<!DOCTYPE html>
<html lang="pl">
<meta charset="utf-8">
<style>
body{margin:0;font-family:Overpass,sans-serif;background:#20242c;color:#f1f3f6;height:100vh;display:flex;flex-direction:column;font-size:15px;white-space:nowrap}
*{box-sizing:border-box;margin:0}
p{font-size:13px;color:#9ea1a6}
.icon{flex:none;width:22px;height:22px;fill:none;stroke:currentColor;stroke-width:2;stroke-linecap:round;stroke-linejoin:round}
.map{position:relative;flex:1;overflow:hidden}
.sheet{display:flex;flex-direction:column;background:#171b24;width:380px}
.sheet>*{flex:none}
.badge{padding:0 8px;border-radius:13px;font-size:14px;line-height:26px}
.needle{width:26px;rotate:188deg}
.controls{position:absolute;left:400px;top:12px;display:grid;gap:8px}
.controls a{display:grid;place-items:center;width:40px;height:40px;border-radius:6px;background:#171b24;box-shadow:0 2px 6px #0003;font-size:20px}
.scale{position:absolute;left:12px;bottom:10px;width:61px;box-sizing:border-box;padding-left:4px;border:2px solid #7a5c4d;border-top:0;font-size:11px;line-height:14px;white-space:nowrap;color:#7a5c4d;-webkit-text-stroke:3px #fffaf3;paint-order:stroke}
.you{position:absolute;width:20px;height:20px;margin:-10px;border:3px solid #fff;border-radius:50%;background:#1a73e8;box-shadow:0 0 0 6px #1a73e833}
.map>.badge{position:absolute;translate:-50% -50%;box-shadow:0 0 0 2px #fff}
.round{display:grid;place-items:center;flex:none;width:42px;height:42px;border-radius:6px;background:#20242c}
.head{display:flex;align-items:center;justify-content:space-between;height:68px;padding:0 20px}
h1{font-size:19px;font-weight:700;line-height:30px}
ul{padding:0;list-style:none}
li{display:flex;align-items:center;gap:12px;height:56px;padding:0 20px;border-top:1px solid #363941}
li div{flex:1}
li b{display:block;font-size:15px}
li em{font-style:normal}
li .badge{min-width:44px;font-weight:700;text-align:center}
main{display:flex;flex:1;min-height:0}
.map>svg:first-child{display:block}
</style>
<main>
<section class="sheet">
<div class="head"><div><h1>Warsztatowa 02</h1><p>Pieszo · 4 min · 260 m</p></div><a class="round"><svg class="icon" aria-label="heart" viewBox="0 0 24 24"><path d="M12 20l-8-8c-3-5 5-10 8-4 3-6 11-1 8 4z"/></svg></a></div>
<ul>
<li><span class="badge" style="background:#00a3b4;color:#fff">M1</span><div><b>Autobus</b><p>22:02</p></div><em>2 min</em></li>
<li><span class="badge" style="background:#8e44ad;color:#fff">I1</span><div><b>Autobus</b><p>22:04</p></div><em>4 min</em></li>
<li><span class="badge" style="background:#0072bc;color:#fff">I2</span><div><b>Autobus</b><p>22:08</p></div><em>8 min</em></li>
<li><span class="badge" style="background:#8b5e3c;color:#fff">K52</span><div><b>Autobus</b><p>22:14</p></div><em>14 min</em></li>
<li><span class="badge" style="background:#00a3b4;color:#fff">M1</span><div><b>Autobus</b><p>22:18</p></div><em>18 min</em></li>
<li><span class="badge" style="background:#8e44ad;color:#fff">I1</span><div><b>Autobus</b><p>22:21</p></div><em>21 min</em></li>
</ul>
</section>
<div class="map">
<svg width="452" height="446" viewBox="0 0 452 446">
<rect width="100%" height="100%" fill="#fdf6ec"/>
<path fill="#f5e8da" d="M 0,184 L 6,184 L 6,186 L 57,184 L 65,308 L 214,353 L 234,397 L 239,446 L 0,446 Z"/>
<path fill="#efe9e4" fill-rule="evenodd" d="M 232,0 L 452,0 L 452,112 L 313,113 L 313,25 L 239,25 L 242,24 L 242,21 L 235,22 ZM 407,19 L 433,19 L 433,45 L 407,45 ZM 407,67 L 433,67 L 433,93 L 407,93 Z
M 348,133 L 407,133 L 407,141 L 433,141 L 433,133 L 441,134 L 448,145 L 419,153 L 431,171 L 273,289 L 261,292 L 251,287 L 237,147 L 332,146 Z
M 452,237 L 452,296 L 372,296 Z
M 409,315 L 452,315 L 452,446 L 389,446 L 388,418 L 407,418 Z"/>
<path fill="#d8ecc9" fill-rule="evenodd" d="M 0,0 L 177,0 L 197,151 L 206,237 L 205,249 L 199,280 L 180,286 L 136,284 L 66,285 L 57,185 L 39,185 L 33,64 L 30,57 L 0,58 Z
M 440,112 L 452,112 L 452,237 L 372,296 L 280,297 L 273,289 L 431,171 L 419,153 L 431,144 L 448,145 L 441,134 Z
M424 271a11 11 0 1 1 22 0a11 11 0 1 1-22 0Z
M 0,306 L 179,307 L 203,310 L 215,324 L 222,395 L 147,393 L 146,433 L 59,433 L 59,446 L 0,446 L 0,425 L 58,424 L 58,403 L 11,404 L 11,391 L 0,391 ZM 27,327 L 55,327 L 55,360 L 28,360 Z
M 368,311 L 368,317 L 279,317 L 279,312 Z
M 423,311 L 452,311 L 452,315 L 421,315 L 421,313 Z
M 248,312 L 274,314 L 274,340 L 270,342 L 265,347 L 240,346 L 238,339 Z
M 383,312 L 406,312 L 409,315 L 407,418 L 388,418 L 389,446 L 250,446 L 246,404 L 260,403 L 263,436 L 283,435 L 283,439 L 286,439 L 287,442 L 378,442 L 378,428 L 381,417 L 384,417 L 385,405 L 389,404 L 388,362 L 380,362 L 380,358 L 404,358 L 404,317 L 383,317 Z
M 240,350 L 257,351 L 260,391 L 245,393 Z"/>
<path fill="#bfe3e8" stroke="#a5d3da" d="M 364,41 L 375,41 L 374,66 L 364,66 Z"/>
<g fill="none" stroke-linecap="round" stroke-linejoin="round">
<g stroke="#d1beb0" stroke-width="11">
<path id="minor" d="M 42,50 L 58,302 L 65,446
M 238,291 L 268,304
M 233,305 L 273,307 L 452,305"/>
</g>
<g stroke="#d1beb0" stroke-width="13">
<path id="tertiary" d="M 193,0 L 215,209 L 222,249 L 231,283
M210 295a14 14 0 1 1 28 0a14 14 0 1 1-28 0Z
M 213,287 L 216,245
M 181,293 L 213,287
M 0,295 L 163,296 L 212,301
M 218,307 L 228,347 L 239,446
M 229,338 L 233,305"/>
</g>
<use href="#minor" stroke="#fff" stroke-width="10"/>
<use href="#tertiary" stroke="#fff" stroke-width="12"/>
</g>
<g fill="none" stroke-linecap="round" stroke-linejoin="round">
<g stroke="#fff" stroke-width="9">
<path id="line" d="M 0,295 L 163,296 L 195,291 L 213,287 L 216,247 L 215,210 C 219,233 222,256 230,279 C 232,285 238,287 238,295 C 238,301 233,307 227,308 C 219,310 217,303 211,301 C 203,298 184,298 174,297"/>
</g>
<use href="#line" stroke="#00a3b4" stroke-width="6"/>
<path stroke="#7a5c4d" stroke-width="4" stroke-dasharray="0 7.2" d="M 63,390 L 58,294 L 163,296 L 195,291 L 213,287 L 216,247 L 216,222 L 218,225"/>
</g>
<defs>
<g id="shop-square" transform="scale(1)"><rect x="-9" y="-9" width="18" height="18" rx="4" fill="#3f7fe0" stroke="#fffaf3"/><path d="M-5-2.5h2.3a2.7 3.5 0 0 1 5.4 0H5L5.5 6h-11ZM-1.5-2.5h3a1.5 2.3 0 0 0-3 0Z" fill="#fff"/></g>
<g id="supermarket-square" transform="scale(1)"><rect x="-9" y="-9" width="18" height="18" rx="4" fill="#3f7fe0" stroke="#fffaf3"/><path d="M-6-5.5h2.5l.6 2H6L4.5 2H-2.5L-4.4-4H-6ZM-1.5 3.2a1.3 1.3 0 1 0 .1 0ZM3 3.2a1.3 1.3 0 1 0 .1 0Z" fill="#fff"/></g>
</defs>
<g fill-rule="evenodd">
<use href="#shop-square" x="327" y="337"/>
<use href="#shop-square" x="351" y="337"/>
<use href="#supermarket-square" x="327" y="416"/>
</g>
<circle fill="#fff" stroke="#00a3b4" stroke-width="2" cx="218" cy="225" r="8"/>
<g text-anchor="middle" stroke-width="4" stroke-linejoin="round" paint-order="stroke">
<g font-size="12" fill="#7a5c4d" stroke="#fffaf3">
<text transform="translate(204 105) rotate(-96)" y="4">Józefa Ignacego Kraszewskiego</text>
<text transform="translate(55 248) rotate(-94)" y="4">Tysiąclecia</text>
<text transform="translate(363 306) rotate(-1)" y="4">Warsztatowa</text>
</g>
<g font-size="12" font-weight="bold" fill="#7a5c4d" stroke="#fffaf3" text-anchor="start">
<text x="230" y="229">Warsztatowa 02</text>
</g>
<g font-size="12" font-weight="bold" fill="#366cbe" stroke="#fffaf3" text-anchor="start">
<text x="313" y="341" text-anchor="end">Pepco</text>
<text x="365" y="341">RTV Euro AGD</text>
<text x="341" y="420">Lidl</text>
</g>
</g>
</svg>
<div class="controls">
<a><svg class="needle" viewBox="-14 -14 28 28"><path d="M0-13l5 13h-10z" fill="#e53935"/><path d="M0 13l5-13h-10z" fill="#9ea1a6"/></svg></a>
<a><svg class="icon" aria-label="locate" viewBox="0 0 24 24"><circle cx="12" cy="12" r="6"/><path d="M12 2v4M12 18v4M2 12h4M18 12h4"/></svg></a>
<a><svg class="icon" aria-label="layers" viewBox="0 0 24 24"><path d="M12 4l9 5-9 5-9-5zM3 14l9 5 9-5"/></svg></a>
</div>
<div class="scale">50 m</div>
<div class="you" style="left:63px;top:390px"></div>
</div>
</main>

|---|

▶ [WHAT TO DO]: Return each line of the material above that holds the string "paint".

▶ [ANSWER TO THE PROBLEM]:
.scale{position:absolute;left:12px;bottom:10px;width:61px;box-sizing:border-box;padding-left:4px;border:2px solid #7a5c4d;border-top:0;font-size:11px;line-height:14px;white-space:nowrap;color:#7a5c4d;-webkit-text-stroke:3px #fffaf3;paint-order:stroke}
<g text-anchor="middle" stroke-width="4" stroke-linejoin="round" paint-order="stroke">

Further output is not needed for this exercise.